Example: Gina runs a hair salon. When a new customer posted negative comments on Facebook, Gina responded in a professional way. She posted positive comments of her own, keeping the focus on every customer's concerns. She offered a free do-over for the lady who complained, turning the complaint into good vibes for the operation.
Example: Mary is an artist who makes mosaics using Venetian glass. She has a small studio where the public is welcomed. And she has a website and a Facebook presence. Her telephone number is published, and she gets calls. Sometimes, however, she is busy creating and lets the ringing telephone go to voice mail. While she tries to return calls promptly, sometimes she lets them go into the next day. One woman called every 15 minutes for two hours and left a telling message. "If you cannot pick up the phone, I assume you're out of business." That was it. When Mary tried to call back and explain, the woman hung up on her. These days, Mary has her phone on speaker beside her as she works.

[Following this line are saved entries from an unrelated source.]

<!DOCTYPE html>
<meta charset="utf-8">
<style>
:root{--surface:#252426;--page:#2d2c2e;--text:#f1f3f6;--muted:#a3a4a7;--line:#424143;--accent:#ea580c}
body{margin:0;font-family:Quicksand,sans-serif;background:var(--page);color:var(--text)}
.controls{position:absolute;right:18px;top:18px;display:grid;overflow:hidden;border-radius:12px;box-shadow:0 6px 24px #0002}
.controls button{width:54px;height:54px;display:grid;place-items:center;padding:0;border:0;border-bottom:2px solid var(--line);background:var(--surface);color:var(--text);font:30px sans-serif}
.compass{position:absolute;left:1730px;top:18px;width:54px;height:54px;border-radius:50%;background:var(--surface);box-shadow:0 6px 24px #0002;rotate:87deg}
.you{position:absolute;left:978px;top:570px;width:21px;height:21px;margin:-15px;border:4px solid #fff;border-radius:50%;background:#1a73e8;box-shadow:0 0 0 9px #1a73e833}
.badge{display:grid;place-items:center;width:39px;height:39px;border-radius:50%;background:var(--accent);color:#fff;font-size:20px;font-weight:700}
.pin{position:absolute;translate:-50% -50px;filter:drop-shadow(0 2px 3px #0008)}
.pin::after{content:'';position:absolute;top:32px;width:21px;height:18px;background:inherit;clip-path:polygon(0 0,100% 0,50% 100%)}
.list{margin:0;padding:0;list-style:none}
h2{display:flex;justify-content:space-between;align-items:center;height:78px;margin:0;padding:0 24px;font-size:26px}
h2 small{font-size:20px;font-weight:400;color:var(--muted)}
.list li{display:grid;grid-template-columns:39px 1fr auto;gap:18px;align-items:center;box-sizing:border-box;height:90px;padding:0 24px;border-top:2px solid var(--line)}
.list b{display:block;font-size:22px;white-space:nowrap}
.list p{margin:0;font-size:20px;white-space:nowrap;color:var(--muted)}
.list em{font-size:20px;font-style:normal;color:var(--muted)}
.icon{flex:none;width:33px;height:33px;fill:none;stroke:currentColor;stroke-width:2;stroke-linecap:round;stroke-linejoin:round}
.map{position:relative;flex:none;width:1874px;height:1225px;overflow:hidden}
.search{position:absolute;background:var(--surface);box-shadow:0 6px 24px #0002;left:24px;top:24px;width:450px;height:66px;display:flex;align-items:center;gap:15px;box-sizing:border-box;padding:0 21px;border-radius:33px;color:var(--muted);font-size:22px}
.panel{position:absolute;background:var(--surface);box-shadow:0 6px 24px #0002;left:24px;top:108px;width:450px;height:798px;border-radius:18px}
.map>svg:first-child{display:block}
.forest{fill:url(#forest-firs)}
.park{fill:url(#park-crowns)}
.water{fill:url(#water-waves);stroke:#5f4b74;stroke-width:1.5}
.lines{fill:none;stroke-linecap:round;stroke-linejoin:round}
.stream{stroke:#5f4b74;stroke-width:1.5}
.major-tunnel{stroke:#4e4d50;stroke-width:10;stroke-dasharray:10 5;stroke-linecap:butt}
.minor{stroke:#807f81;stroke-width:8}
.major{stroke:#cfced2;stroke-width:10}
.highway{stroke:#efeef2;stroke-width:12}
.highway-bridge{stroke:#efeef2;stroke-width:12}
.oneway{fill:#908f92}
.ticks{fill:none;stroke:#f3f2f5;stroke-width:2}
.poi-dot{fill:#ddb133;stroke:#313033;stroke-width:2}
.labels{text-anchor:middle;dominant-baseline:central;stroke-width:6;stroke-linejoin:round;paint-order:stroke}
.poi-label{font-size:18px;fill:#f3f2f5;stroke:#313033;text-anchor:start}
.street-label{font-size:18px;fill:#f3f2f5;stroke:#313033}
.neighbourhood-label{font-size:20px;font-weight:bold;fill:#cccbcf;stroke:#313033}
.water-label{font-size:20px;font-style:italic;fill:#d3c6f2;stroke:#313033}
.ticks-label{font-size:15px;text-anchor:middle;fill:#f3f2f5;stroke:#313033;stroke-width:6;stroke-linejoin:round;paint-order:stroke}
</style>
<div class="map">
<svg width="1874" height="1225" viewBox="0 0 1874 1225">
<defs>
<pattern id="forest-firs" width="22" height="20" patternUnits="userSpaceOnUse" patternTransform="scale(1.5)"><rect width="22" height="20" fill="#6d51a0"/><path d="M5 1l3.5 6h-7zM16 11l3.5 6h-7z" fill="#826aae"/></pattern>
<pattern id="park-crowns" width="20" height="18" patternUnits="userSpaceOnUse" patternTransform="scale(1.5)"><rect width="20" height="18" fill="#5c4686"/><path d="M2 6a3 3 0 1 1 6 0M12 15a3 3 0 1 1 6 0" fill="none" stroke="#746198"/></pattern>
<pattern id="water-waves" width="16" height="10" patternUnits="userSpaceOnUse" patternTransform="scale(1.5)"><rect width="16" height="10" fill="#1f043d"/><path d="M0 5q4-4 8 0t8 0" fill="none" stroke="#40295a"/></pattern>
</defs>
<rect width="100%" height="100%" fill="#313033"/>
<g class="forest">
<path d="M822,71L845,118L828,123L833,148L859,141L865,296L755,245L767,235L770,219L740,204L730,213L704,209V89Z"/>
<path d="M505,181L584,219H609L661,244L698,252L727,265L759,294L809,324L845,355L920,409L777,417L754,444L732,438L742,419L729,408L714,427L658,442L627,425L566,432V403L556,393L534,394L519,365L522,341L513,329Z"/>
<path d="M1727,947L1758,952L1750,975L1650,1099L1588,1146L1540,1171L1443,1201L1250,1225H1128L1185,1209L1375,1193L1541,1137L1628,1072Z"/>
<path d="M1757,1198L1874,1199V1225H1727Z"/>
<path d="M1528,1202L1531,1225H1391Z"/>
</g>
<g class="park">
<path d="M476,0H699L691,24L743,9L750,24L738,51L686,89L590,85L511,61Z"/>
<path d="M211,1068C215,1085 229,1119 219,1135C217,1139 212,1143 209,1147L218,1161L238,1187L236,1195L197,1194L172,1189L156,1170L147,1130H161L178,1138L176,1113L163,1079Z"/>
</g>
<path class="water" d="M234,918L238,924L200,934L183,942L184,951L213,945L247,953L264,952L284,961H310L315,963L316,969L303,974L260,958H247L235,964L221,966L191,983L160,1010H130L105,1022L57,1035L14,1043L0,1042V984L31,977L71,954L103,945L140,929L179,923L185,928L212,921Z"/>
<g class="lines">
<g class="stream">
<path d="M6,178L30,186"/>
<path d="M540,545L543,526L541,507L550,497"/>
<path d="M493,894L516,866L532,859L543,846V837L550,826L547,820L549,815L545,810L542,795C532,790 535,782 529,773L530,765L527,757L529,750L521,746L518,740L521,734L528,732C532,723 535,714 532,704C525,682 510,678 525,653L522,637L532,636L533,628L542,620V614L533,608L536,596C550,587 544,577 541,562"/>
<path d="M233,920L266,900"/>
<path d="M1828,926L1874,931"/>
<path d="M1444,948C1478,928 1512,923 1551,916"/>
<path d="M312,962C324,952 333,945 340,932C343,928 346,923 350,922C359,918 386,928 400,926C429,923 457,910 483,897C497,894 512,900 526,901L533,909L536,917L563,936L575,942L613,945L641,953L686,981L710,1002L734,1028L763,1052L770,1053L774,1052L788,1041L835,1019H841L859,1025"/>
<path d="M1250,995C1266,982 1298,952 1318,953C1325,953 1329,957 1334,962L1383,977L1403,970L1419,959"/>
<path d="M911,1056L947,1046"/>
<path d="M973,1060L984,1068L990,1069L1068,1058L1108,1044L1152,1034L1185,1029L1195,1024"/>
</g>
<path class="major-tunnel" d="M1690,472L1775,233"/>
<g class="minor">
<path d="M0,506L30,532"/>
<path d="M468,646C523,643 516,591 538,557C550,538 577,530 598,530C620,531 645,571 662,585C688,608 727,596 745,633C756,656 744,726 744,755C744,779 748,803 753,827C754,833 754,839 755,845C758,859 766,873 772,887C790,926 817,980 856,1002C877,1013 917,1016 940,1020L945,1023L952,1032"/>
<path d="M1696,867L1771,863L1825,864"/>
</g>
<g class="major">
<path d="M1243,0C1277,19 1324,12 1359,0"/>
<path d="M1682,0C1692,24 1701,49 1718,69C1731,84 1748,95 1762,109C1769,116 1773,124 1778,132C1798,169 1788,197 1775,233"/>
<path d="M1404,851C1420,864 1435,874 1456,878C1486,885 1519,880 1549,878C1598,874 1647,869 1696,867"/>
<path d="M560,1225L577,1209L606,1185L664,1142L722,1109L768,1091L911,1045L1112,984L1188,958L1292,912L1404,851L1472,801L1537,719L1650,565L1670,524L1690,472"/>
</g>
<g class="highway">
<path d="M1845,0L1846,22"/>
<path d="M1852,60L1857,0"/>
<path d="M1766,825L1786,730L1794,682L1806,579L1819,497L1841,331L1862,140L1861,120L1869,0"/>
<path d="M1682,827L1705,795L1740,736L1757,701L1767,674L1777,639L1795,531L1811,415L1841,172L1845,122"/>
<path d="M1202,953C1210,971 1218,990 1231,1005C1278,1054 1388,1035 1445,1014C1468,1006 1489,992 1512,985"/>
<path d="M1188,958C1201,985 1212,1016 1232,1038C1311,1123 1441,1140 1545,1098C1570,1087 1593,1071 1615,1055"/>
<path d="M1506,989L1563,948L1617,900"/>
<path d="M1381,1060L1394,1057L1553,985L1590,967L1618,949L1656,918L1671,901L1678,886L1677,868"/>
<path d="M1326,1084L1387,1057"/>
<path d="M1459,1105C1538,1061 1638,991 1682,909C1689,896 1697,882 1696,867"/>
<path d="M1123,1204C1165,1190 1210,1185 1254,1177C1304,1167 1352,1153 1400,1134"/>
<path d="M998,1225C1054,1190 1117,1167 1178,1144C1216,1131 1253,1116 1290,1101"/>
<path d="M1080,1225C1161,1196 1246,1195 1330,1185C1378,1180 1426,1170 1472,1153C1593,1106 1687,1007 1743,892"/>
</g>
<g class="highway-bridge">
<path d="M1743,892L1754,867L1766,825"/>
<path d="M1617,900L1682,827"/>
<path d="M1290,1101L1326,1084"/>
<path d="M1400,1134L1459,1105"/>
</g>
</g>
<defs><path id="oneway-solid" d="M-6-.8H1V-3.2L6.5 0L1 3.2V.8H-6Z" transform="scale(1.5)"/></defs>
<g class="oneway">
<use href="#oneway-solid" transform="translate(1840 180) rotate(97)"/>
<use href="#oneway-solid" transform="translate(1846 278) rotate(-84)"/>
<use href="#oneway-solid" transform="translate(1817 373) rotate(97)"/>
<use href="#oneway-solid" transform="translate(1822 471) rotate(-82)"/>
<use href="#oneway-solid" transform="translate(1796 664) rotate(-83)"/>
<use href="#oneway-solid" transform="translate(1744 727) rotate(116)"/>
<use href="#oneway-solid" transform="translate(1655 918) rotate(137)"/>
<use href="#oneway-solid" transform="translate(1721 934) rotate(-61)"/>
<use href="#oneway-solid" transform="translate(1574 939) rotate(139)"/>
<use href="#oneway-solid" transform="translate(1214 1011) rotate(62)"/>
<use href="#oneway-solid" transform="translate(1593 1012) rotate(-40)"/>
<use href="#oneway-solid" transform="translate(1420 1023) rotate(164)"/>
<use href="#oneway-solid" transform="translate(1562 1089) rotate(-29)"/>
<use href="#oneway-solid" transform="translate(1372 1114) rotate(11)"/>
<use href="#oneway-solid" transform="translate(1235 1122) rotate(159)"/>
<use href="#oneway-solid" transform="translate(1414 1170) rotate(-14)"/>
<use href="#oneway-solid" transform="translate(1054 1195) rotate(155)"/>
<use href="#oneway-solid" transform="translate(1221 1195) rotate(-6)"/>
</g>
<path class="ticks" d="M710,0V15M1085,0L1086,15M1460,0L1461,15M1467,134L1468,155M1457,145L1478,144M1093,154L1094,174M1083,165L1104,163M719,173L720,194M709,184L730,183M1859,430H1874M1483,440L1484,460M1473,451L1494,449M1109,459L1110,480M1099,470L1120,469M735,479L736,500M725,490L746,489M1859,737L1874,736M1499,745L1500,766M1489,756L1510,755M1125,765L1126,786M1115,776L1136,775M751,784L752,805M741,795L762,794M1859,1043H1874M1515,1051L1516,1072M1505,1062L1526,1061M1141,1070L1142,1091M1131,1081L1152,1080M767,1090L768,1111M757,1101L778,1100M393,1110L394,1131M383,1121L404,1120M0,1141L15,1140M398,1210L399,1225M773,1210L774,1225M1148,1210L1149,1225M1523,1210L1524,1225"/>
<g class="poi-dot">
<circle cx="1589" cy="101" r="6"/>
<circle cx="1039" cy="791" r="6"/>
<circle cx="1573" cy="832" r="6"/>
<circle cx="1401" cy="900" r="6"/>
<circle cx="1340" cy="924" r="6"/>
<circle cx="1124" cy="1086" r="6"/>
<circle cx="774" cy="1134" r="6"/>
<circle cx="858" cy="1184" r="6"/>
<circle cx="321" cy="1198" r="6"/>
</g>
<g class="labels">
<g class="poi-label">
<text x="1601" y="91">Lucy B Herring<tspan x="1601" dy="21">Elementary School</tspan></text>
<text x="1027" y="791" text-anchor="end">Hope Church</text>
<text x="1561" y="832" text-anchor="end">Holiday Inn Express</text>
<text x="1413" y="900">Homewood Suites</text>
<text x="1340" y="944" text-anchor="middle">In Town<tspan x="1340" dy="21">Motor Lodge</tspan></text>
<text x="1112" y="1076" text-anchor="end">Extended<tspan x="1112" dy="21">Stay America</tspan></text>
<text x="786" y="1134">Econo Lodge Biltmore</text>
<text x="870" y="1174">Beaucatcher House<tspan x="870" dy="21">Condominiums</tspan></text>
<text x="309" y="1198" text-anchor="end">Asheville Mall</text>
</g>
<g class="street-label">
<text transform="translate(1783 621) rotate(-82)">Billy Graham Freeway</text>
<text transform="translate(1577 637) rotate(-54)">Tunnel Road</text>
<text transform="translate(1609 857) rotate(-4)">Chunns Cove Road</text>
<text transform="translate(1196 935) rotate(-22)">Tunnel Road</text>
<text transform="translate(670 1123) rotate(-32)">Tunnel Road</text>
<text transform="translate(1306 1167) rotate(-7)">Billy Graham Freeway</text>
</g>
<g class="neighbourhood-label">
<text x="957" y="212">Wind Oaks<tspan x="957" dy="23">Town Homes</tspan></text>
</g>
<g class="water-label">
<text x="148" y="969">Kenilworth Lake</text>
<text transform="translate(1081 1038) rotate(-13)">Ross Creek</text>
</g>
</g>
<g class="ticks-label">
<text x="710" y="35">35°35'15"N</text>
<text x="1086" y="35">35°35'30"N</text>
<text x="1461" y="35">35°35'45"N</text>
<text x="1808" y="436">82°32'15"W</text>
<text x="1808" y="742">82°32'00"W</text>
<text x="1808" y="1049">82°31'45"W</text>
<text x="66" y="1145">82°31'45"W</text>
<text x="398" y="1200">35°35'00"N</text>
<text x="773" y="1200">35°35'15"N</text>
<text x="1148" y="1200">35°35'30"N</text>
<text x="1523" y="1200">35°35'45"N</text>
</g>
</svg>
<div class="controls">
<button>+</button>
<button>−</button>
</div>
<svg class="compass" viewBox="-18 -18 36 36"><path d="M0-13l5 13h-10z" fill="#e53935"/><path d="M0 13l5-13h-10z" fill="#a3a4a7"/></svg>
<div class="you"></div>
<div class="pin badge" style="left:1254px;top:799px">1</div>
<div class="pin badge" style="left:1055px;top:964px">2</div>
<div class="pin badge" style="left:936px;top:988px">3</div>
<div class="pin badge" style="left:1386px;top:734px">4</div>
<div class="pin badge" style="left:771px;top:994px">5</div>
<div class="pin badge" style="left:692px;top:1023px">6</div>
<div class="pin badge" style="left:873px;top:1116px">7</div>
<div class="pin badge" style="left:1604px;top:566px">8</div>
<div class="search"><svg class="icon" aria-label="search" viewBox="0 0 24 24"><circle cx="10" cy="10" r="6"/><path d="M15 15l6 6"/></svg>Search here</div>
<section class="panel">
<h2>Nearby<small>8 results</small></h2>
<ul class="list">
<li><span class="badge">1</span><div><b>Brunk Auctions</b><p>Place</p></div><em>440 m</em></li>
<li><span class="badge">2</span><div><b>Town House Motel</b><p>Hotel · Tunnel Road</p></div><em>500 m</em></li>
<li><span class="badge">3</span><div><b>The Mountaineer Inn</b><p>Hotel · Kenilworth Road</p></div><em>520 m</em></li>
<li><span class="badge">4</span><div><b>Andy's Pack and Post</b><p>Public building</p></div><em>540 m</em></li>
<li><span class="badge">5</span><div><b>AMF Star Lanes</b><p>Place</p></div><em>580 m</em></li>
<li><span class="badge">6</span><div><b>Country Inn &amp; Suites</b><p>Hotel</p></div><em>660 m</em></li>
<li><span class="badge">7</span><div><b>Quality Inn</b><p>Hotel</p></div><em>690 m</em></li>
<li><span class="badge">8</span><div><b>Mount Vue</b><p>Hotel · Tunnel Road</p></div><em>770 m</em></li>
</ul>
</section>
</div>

Example: Karl is a massage therapist. A first-time client complained at the end of the session that she had been bruised. While nothing was apparent on the woman's skin, she insisted that it was a deep bruise and wouldn't show. Karl offered a double solution--he would waive the charge for this session and he gave her a gift certificate for a future session. He thought that this was what she was angling for all along. It satisfied her and today she is a regular client.
Example: Jill runs a breakfast cafe. One customer complained about the meal, although he had eaten everything--the eggs were runny, the coffee was cold, the orange juice watery. Jill wiped out the charge and apologized to the man. When he left, she immediately looked into the situation. She found that the cook was rushing things too much and the waitress was overworked. Jill used the customer's complaint to re-organize and hire a part-timer to absorb some of the work.
Whatever the complaint, it is an opportunity to consider improving your own operation. Of course, sometimes, people complain because that's who they are. Know the difference, and act accordingly.
Complaints represent useful curves in the road ahead. Use them to continually adjust to the changing marketplace.